ACTIVITY: Each record needs to be retyped exactly, though its pictures should not appear.

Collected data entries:

=== Section Start ===

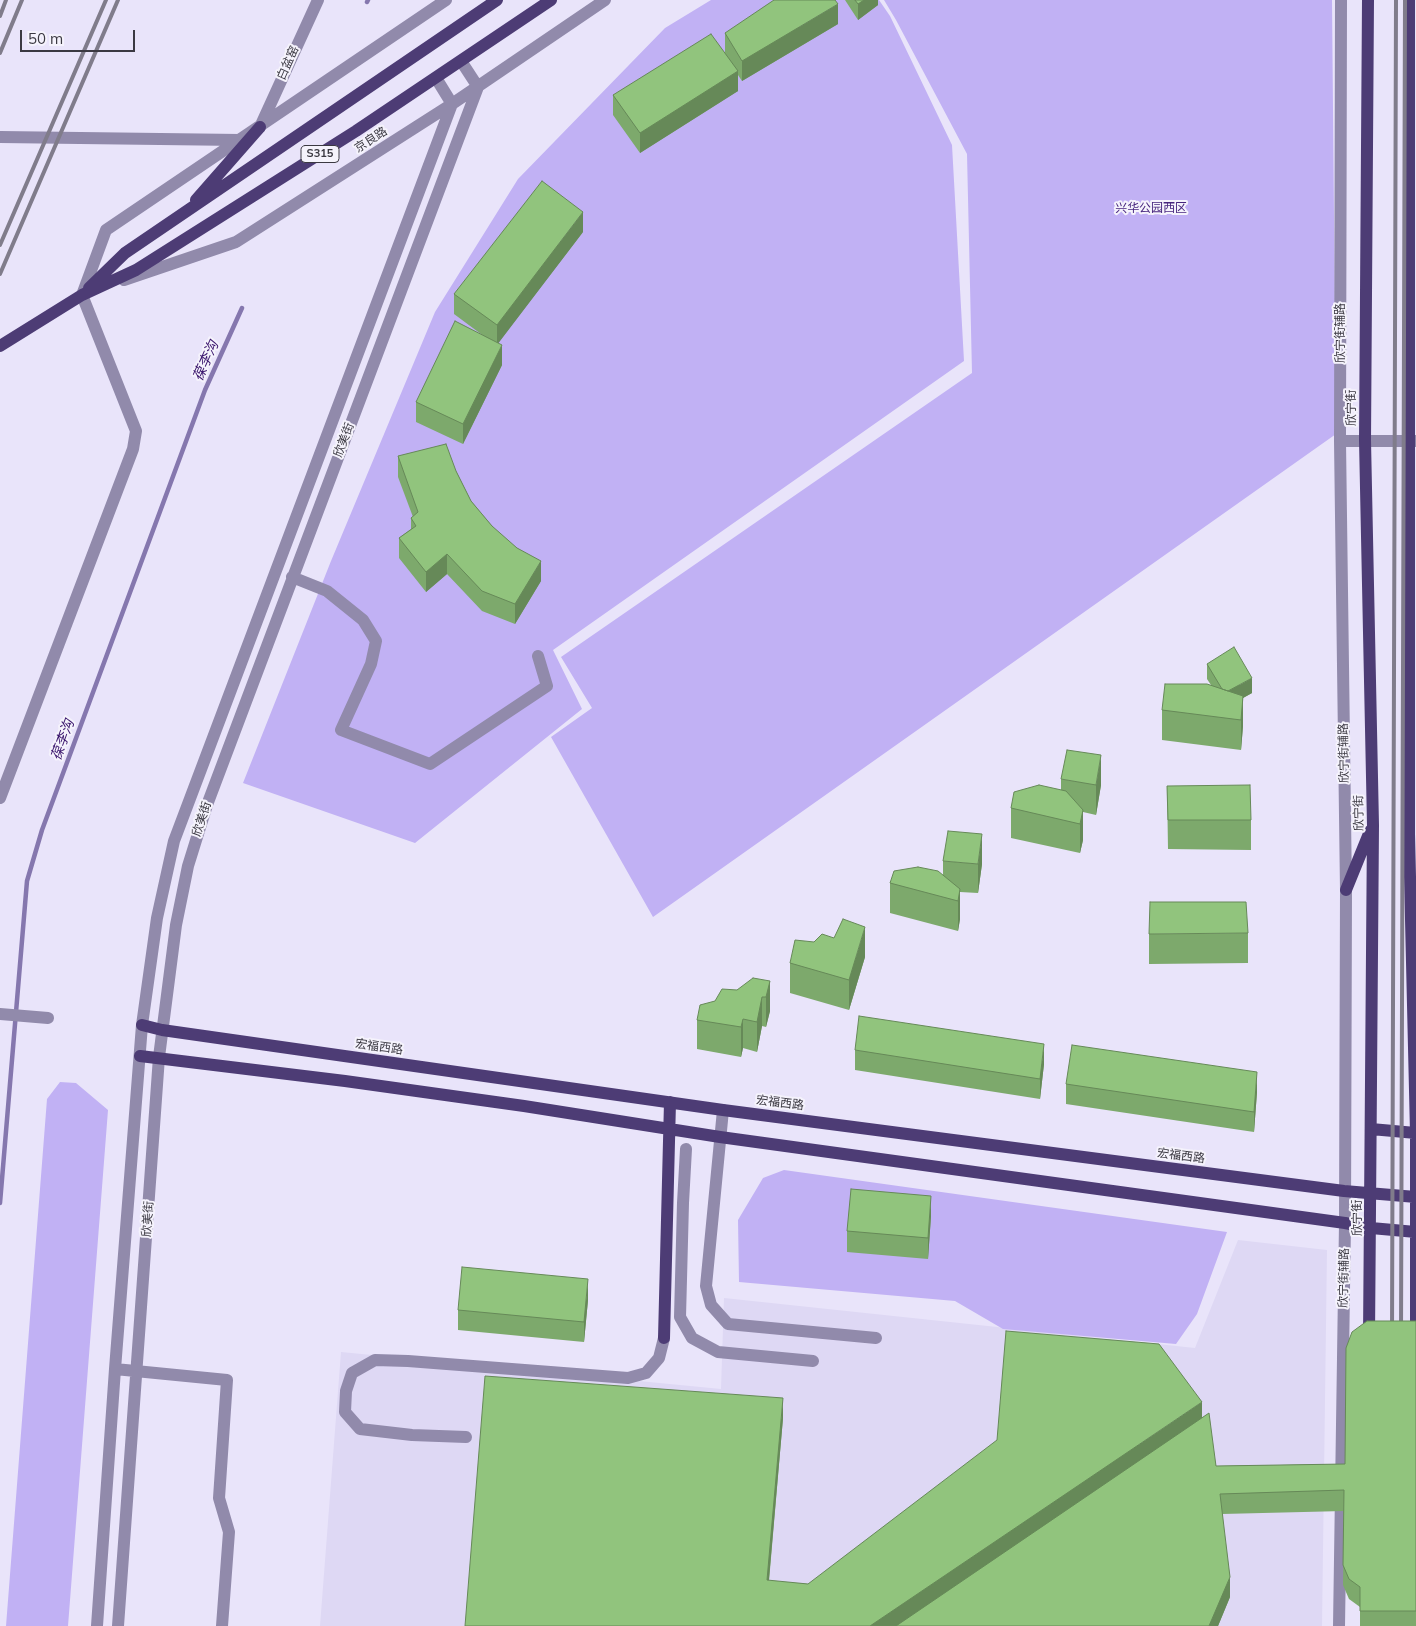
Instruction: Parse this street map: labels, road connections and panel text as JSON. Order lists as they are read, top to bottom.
{
  "streets": {
    "main road": [
      "京良路",
      "S315",
      "欣宁街",
      "宏福西路"
    ],
    "street": ["白盆窑", "欣宁街辅路", "欣美街"]
  },
  "crossings": [
    ["京良路", "欣美街"],
    ["欣宁街辅路", "宏福西路"],
    ["欣宁街", "宏福西路"],
    ["欣美街", "宏福西路"]
  ],
  "water": ["葆李沟"],
  "parks": ["兴华公园西区"],
  "scale_bar": "50 m"
}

=== Section End ===

ANSWER TO THIS TASK:
Instruction: Parse this street map: labels, road connections and panel text as JSON. Order lists as they are read, top to bottom.
{
  "streets": {
    "main road": [
      "京良路",
      "S315",
      "欣宁街",
      "宏福西路"
    ],
    "street": ["白盆窑", "欣宁街辅路", "欣美街"]
  },
  "crossings": [
    ["京良路", "欣美街"],
    ["欣宁街辅路", "宏福西路"],
    ["欣宁街", "宏福西路"],
    ["欣美街", "宏福西路"]
  ],
  "water": ["葆李沟"],
  "parks": ["兴华公园西区"],
  "scale_bar": "50 m"
}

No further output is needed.